# Problem
The lines from the start of the records below through the line containing "For a GIS import: Convert" are to be copied exactly, both ends included, with nothing added.
== Segment start ==
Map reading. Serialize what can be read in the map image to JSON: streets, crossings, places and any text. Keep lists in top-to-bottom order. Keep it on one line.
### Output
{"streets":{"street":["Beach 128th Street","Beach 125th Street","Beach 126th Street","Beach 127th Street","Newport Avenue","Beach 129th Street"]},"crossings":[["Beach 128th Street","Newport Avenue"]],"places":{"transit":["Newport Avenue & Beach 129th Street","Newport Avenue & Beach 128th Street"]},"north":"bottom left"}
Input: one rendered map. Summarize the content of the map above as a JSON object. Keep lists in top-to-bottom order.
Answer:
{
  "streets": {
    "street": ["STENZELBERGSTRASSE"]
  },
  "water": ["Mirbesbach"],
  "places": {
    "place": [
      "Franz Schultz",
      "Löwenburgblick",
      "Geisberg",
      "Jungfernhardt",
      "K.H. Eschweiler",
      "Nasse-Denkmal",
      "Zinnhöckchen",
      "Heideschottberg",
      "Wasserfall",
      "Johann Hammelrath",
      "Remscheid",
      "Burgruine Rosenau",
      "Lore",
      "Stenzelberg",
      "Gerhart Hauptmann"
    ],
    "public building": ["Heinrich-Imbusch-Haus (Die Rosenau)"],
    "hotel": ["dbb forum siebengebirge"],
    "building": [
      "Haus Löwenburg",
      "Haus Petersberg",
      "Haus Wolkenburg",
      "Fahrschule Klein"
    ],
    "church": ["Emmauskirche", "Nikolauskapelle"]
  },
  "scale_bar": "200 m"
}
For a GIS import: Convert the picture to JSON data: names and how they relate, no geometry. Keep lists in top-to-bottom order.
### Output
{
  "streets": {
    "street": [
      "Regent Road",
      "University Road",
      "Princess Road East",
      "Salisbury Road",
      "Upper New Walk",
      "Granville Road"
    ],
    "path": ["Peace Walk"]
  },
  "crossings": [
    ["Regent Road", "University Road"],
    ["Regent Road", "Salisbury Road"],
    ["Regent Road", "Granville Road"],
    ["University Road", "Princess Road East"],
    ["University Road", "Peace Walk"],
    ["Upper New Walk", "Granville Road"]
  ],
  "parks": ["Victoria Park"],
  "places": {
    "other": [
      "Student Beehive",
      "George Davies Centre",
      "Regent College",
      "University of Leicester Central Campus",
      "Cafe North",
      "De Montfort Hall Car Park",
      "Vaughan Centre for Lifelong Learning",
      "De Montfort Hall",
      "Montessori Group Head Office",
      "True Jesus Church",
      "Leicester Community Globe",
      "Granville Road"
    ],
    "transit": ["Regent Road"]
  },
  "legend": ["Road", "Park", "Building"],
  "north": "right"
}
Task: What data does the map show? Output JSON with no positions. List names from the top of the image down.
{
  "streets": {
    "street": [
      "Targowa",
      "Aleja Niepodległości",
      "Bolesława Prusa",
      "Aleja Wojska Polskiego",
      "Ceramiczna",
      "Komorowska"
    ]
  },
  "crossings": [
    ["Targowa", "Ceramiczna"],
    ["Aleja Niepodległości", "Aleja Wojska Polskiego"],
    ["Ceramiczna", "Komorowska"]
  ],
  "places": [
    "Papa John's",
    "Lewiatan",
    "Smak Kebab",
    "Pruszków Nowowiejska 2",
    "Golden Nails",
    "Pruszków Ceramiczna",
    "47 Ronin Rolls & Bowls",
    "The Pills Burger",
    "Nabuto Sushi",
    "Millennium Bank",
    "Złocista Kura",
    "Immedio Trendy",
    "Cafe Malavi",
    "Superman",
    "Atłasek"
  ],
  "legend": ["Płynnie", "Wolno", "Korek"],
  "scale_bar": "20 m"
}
== Segment end ==
# Task result
Map reading. Serialize what can be read in the map image to JSON: streets, crossings, places and any text. Keep lists in top-to-bottom order. Keep it on one line.
### Output
{"streets":{"street":["Beach 128th Street","Beach 125th Street","Beach 126th Street","Beach 127th Street","Newport Avenue","Beach 129th Street"]},"crossings":[["Beach 128th Street","Newport Avenue"]],"places":{"transit":["Newport Avenue & Beach 129th Street","Newport Avenue & Beach 128th Street"]},"north":"bottom left"}
Input: one rendered map. Summarize the content of the map above as a JSON object. Keep lists in top-to-bottom order.
Answer:
{
  "streets": {
    "street": ["STENZELBERGSTRASSE"]
  },
  "water": ["Mirbesbach"],
  "places": {
    "place": [
      "Franz Schultz",
      "Löwenburgblick",
      "Geisberg",
      "Jungfernhardt",
      "K.H. Eschweiler",
      "Nasse-Denkmal",
      "Zinnhöckchen",
      "Heideschottberg",
      "Wasserfall",
      "Johann Hammelrath",
      "Remscheid",
      "Burgruine Rosenau",
      "Lore",
      "Stenzelberg",
      "Gerhart Hauptmann"
    ],
    "public building": ["Heinrich-Imbusch-Haus (Die Rosenau)"],
    "hotel": ["dbb forum siebengebirge"],
    "building": [
      "Haus Löwenburg",
      "Haus Petersberg",
      "Haus Wolkenburg",
      "Fahrschule Klein"
    ],
    "church": ["Emmauskirche", "Nikolauskapelle"]
  },
  "scale_bar": "200 m"
}
For a GIS import: Convert the picture to JSON data: names and how they relate, no geometry. Keep lists in top-to-bottom order.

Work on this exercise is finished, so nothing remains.